Even with its flaws, including the now legendarily silly climactic scene involving the reversal of time, sorta, we still have tremendous fun watching STM. It uses the franchise’s familiar tropes to become pretty much what we think the origin story for Superman should be. Christopher Reeve’s outstanding performance, and that score, pulls all of the other elements together to make this is a real treat. It is by no means perfect, but it is still a very entertaining watch.


  1. Nice overview of the film. It does seem incredible with the wearying overabundance of superhero movies now that this had difficulties finding financing originally but then that's often the case with films that turn out to hit big.

    You said you think Margot Kidder is an odd choice for Lois Lane but I think she's perfect and a standard that the producers of the later versions seem to be moving away from unfortunately. She has spunk, individuality and an independent spirit something woefully missing from the bland Barbie Doll performances of Kate Bosworth and Amy Adams in the more recent films. The actress who came closest to Kidder was Teri Hatcher in the TV series Lois & Clark, she was thorny and temperamental just as you would expect an ace reporter to be. Kidder and Reeve also have a wonderful chemistry, vital for the movie to work.

    Speaking of Christopher Reeve he's so perfect it seems impossible anyone else was considered, the movie rises and falls on his portrayal and he mixes the humor and seriousness to just the right degree, partial credit for that must go to the director as well.

    The two leads are wonderful but without the supporting cast to prop them up the movie wouldn't be half of what it is and again as with the lead many, many other performers were offered the roles first that ended up with the perfect actor or actress cast.
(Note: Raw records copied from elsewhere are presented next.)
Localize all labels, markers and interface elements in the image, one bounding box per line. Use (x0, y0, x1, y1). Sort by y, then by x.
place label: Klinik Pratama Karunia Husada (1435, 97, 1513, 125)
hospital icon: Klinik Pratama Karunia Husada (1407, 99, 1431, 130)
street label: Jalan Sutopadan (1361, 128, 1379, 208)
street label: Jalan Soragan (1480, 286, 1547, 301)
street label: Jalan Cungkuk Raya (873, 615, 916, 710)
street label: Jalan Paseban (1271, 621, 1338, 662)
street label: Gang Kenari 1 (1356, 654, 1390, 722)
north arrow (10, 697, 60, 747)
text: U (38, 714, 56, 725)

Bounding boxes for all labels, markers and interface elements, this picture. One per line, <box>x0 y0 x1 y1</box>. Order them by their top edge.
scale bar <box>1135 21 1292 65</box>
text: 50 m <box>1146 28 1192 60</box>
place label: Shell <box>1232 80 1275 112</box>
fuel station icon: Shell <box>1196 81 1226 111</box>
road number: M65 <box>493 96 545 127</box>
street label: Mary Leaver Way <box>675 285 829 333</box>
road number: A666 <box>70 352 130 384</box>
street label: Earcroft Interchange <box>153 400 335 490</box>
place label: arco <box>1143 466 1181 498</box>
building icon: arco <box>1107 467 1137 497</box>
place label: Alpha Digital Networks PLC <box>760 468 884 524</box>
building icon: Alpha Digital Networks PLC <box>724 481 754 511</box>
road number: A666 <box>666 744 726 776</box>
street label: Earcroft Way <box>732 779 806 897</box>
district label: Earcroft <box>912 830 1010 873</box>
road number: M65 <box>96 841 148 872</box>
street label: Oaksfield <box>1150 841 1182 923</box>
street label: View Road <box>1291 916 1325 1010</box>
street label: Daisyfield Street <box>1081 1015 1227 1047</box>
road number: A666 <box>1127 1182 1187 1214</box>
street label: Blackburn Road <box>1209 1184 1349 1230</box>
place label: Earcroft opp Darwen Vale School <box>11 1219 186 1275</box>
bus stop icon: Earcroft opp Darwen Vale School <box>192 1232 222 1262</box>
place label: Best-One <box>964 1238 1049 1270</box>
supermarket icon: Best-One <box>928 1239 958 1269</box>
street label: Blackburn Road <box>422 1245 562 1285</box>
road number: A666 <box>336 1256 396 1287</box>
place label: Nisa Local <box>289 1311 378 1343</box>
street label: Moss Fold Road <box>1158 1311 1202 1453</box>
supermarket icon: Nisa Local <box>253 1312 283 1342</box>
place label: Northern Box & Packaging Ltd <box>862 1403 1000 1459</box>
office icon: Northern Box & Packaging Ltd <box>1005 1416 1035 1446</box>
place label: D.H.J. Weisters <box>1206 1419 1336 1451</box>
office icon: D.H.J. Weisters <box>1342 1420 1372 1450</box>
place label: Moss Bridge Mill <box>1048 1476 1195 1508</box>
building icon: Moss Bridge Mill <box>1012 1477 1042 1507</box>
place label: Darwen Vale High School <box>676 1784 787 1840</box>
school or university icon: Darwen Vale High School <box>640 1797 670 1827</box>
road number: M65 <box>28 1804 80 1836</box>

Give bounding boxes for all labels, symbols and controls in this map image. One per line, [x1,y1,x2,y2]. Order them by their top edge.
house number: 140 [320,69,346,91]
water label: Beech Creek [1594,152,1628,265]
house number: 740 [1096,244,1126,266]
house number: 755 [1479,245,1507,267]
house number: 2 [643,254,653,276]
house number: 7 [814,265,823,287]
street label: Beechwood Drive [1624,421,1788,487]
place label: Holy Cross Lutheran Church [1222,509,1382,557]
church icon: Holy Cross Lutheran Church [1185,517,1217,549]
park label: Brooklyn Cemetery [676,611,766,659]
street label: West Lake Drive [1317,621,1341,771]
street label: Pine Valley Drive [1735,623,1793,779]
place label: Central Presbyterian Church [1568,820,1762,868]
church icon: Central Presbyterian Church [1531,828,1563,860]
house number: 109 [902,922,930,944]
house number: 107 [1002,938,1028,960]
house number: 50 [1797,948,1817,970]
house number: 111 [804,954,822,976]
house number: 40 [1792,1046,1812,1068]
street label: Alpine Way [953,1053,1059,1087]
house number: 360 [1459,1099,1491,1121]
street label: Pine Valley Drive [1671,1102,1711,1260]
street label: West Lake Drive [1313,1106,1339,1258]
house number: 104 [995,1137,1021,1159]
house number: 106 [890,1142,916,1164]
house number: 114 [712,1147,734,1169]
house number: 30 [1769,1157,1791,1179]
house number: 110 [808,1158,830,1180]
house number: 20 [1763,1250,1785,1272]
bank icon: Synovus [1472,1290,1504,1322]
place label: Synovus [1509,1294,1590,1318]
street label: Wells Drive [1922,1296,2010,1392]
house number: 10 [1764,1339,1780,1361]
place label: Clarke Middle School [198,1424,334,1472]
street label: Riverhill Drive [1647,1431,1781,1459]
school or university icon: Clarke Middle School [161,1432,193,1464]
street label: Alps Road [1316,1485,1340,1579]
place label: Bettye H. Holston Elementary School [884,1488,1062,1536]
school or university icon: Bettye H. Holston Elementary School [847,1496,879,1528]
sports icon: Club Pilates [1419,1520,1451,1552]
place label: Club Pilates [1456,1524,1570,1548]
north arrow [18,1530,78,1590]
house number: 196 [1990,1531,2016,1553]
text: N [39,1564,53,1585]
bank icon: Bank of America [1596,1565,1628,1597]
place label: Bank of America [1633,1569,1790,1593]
Goldie Hawn and Jessica Lange were both offered Miss Tessmacher and turned it down, then Ann-Margret was in negotiations to do it before they broke down over salary. As much as I love all three of those ladies none of them could have brought the mix of fragile charm and brassy voluptuousness that Valerie Perrine did. Same goes for Dustin Hoffman or Gene Wilder, although Wilder would have been interesting, as Lex Luthor-I love Hackman's unbridled performance-and Jack Klugman or Eddie Albert as Perry White, all of them fine actors but Hackman and Jackie Cooper were able to pitch their work to the proper tempo and you can't imagine anyone else doing the roles justice. However Ned Beatty who you mentioned as being so effective was the only actor considered for Otis, which I guess shows the producers understood who was suitable for at least one role right from the get go.

    I'm surprised you said that the theatre you saw it in originally was rather empt. When I saw it the first time with my parents the place was packed with families, from kids about 8 to grandparents, as well as groups of friends. I went back a second time and it was pretty much the same. It would be hard to find that kind of cross section movie going experience nowadays.

    The special effects are dated but that gives the film a sense of nostalgia now, besides the film is so entertaining it doesn't really get in the way. I like the clunkiness of older films, the over slickness of current CGI heavy movies feel nothing so much as a video game blown up for the big screen.

    The music as you pointed out is spot on as well, it gives you the feeling that you're part of an adventure and carries you right along. I wish the many, not all, of the current crop of film makers would sit down and try and glean some tips from this and move away from the dark, sour, mean spirited product that has taken the place of fun films such as this.

    1. Amazing how the climate has changed regarding superhero flicks.

      I agree is perfect as Lois. I only meant she seemed like an odd choice to those of us who didn't know her and only had the old George Reeve TV show to go on as far as the character was concerned.

      The supporting cast is amazing. Though I will say that Jack Klugman as Perry White seems like a natural fit. I would love to have seen that.

      By the time I saw it, it may have been out for quite some time. I can't quite recall that part of it.